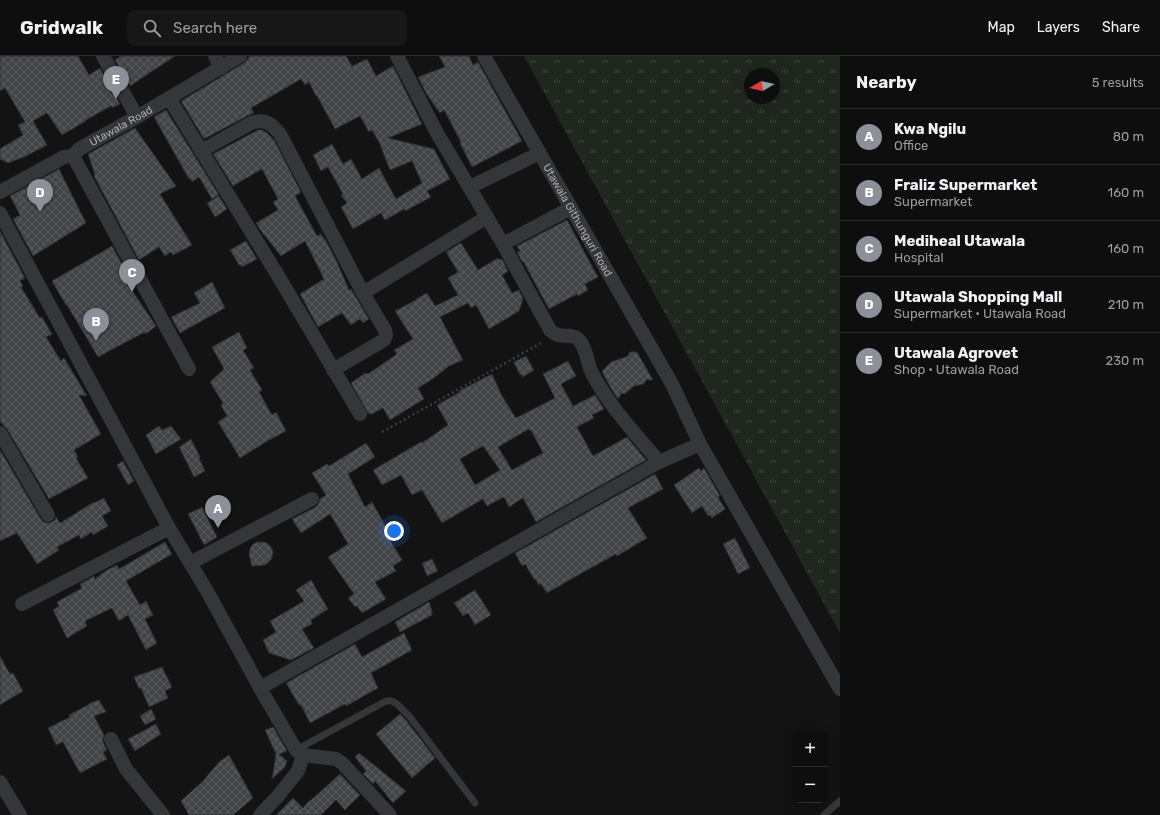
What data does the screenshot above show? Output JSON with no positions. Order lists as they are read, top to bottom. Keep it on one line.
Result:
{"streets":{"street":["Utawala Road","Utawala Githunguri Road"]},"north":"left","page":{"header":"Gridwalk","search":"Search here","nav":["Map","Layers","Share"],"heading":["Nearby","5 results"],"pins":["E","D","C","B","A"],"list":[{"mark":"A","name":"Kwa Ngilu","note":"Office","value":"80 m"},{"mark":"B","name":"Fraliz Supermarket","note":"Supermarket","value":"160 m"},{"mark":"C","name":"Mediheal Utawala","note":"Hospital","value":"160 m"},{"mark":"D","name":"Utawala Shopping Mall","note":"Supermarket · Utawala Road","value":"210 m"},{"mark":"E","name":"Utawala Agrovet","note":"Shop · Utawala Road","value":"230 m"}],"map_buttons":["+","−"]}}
--
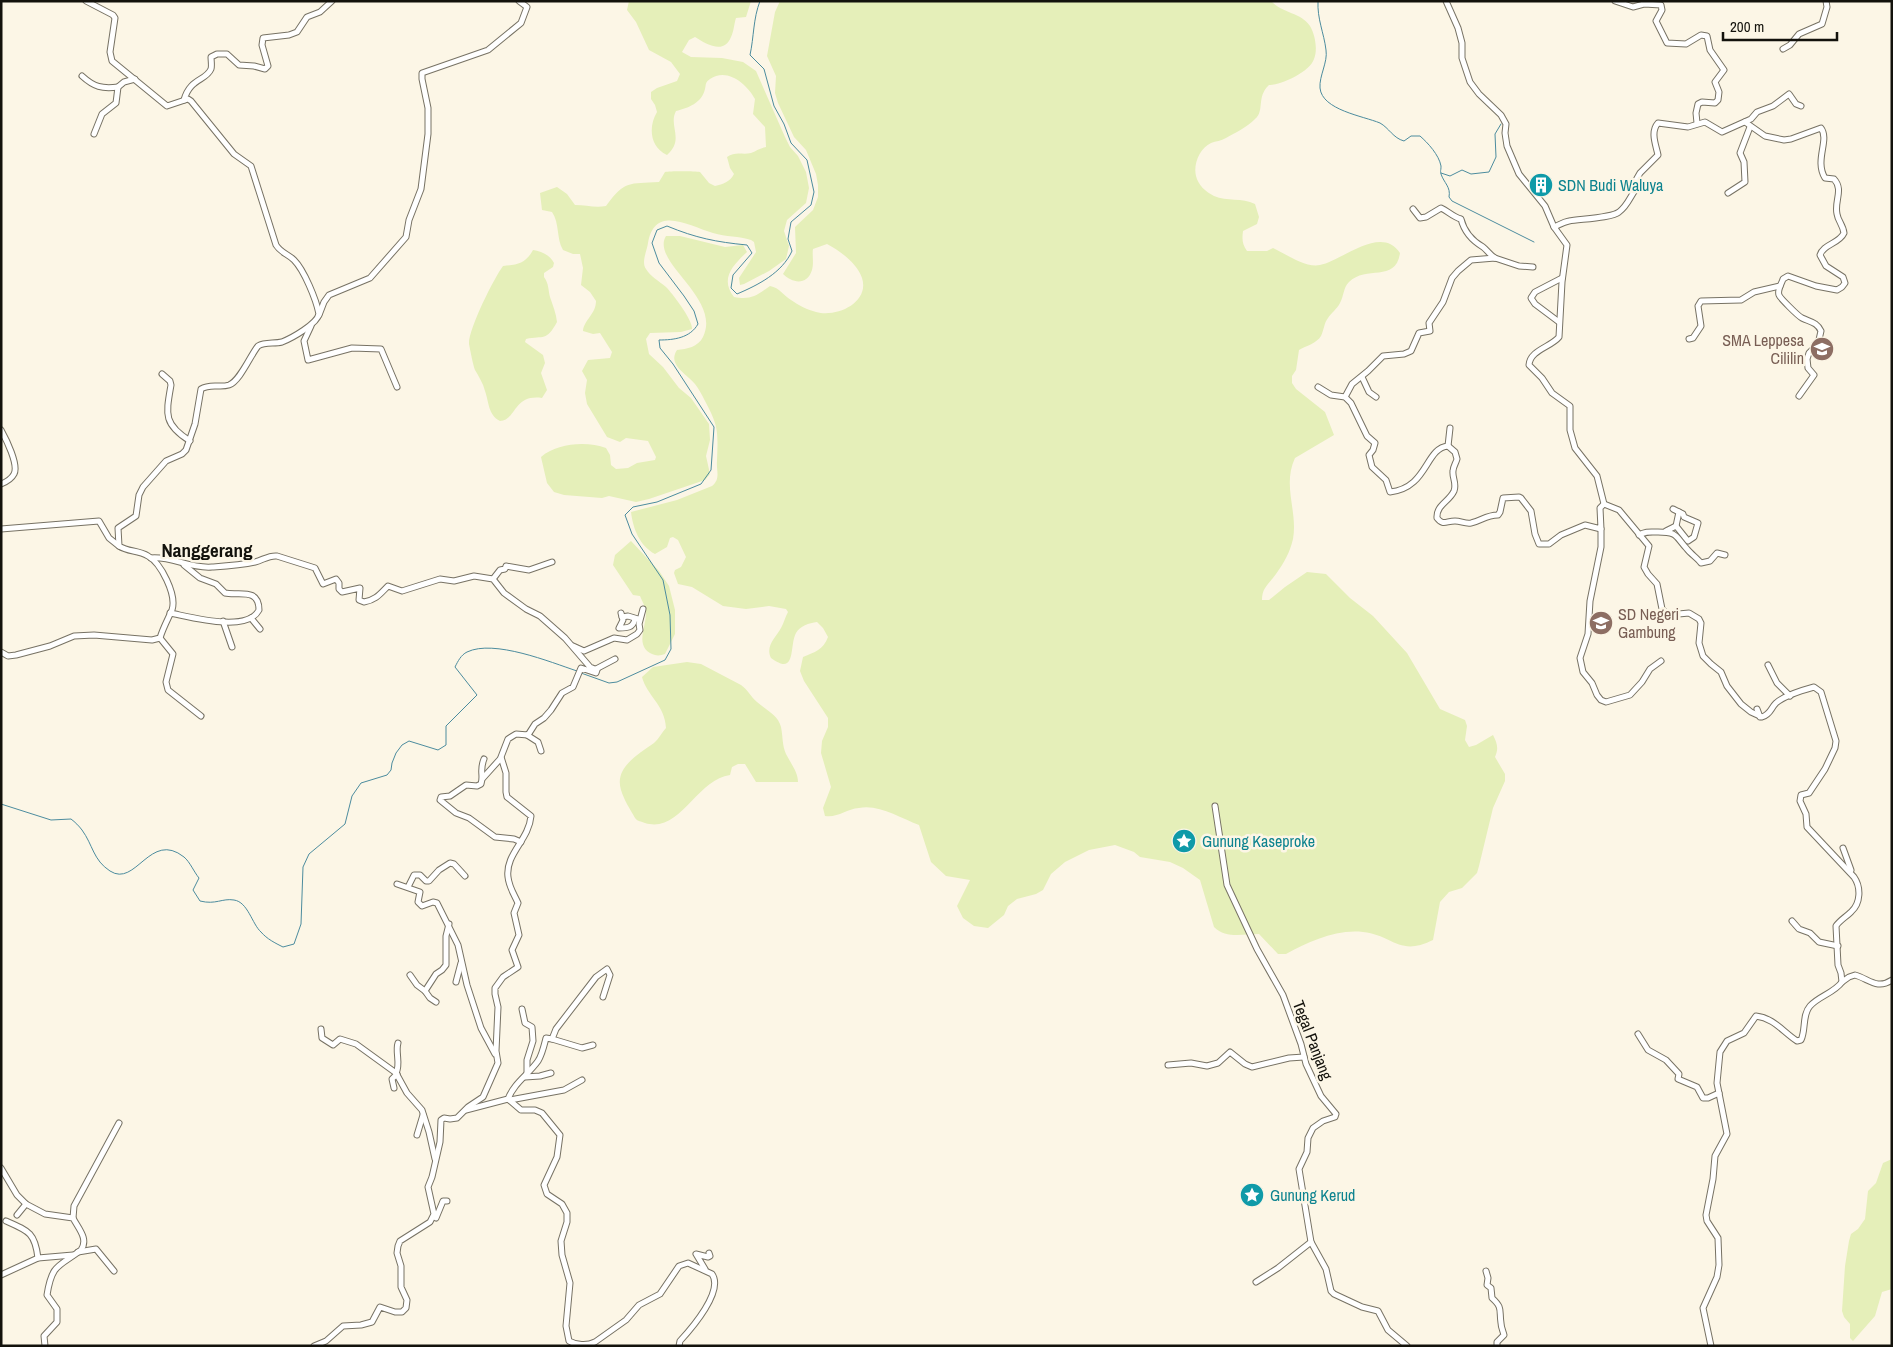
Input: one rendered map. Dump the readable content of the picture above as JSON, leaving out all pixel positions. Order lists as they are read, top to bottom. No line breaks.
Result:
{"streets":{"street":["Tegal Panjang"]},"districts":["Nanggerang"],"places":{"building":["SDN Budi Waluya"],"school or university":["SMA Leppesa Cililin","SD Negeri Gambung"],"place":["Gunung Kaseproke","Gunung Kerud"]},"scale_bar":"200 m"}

What is required:
If a line of the records includes the string "above", copy it out.

Answer to the problem:
What data does the screenshot above show? Output JSON with no positions. Order lists as they are read, top to bottom. Keep it on one line.
Input: one rendered map. Dump the readable content of the picture above as JSON, leaving out all pixel positions. Order lists as they are read, top to bottom. No line breaks.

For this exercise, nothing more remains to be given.